- Task requirements
Extract the complete data exactly as given.

- Data to process

# # # #

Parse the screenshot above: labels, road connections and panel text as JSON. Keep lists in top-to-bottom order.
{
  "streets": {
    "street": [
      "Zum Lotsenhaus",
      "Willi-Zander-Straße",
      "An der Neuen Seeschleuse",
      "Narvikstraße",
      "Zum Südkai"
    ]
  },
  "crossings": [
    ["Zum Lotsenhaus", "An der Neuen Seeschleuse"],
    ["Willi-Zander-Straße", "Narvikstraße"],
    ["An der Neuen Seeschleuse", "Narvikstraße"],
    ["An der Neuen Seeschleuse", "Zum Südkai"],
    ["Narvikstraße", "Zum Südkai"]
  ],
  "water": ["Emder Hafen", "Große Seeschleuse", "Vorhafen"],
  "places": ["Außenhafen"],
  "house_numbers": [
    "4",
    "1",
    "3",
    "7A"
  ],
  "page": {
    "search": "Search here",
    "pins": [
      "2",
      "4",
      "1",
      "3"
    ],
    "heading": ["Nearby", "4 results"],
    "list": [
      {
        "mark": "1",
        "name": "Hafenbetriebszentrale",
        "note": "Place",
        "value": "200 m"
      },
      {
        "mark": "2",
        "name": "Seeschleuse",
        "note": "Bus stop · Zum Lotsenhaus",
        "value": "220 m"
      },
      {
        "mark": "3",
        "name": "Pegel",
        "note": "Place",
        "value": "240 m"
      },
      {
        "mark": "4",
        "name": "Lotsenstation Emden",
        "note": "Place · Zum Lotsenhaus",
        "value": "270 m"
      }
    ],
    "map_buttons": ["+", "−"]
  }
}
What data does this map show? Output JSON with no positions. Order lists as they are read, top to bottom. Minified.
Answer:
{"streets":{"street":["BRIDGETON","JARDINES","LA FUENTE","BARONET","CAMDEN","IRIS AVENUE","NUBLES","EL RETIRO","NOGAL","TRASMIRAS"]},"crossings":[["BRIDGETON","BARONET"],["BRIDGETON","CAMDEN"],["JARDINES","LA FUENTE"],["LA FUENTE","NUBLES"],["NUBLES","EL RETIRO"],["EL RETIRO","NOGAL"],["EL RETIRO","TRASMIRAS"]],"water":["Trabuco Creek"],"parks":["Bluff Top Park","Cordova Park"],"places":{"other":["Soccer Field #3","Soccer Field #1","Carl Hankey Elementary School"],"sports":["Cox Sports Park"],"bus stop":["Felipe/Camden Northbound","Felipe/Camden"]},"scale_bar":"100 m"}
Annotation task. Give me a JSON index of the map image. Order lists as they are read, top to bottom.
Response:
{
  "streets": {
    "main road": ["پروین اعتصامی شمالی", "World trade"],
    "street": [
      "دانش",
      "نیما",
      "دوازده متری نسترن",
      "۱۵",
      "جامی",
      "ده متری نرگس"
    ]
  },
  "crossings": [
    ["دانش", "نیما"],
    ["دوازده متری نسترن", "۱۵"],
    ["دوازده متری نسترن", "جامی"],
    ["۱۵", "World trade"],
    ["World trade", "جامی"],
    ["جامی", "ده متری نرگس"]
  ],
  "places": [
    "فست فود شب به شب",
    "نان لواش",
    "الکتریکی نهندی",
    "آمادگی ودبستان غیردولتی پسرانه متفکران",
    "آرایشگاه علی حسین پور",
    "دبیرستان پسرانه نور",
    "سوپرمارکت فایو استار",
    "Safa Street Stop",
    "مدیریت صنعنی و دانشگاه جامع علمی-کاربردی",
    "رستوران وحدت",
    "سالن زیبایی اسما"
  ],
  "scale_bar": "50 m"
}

# # # #

- Solution to this exercise
Parse the screenshot above: labels, road connections and panel text as JSON. Keep lists in top-to-bottom order.
{
  "streets": {
    "street": [
      "Zum Lotsenhaus",
      "Willi-Zander-Straße",
      "An der Neuen Seeschleuse",
      "Narvikstraße",
      "Zum Südkai"
    ]
  },
  "crossings": [
    ["Zum Lotsenhaus", "An der Neuen Seeschleuse"],
    ["Willi-Zander-Straße", "Narvikstraße"],
    ["An der Neuen Seeschleuse", "Narvikstraße"],
    ["An der Neuen Seeschleuse", "Zum Südkai"],
    ["Narvikstraße", "Zum Südkai"]
  ],
  "water": ["Emder Hafen", "Große Seeschleuse", "Vorhafen"],
  "places": ["Außenhafen"],
  "house_numbers": [
    "4",
    "1",
    "3",
    "7A"
  ],
  "page": {
    "search": "Search here",
    "pins": [
      "2",
      "4",
      "1",
      "3"
    ],
    "heading": ["Nearby", "4 results"],
    "list": [
      {
        "mark": "1",
        "name": "Hafenbetriebszentrale",
        "note": "Place",
        "value": "200 m"
      },
      {
        "mark": "2",
        "name": "Seeschleuse",
        "note": "Bus stop · Zum Lotsenhaus",
        "value": "220 m"
      },
      {
        "mark": "3",
        "name": "Pegel",
        "note": "Place",
        "value": "240 m"
      },
      {
        "mark": "4",
        "name": "Lotsenstation Emden",
        "note": "Place · Zum Lotsenhaus",
        "value": "270 m"
      }
    ],
    "map_buttons": ["+", "−"]
  }
}
What data does this map show? Output JSON with no positions. Order lists as they are read, top to bottom. Minified.
Answer:
{"streets":{"street":["BRIDGETON","JARDINES","LA FUENTE","BARONET","CAMDEN","IRIS AVENUE","NUBLES","EL RETIRO","NOGAL","TRASMIRAS"]},"crossings":[["BRIDGETON","BARONET"],["BRIDGETON","CAMDEN"],["JARDINES","LA FUENTE"],["LA FUENTE","NUBLES"],["NUBLES","EL RETIRO"],["EL RETIRO","NOGAL"],["EL RETIRO","TRASMIRAS"]],"water":["Trabuco Creek"],"parks":["Bluff Top Park","Cordova Park"],"places":{"other":["Soccer Field #3","Soccer Field #1","Carl Hankey Elementary School"],"sports":["Cox Sports Park"],"bus stop":["Felipe/Camden Northbound","Felipe/Camden"]},"scale_bar":"100 m"}
Annotation task. Give me a JSON index of the map image. Order lists as they are read, top to bottom.
Response:
{
  "streets": {
    "main road": ["پروین اعتصامی شمالی", "World trade"],
    "street": [
      "دانش",
      "نیما",
      "دوازده متری نسترن",
      "۱۵",
      "جامی",
      "ده متری نرگس"
    ]
  },
  "crossings": [
    ["دانش", "نیما"],
    ["دوازده متری نسترن", "۱۵"],
    ["دوازده متری نسترن", "جامی"],
    ["۱۵", "World trade"],
    ["World trade", "جامی"],
    ["جامی", "ده متری نرگس"]
  ],
  "places": [
    "فست فود شب به شب",
    "نان لواش",
    "الکتریکی نهندی",
    "آمادگی ودبستان غیردولتی پسرانه متفکران",
    "آرایشگاه علی حسین پور",
    "دبیرستان پسرانه نور",
    "سوپرمارکت فایو استار",
    "Safa Street Stop",
    "مدیریت صنعنی و دانشگاه جامع علمی-کاربردی",
    "رستوران وحدت",
    "سالن زیبایی اسما"
  ],
  "scale_bar": "50 m"
}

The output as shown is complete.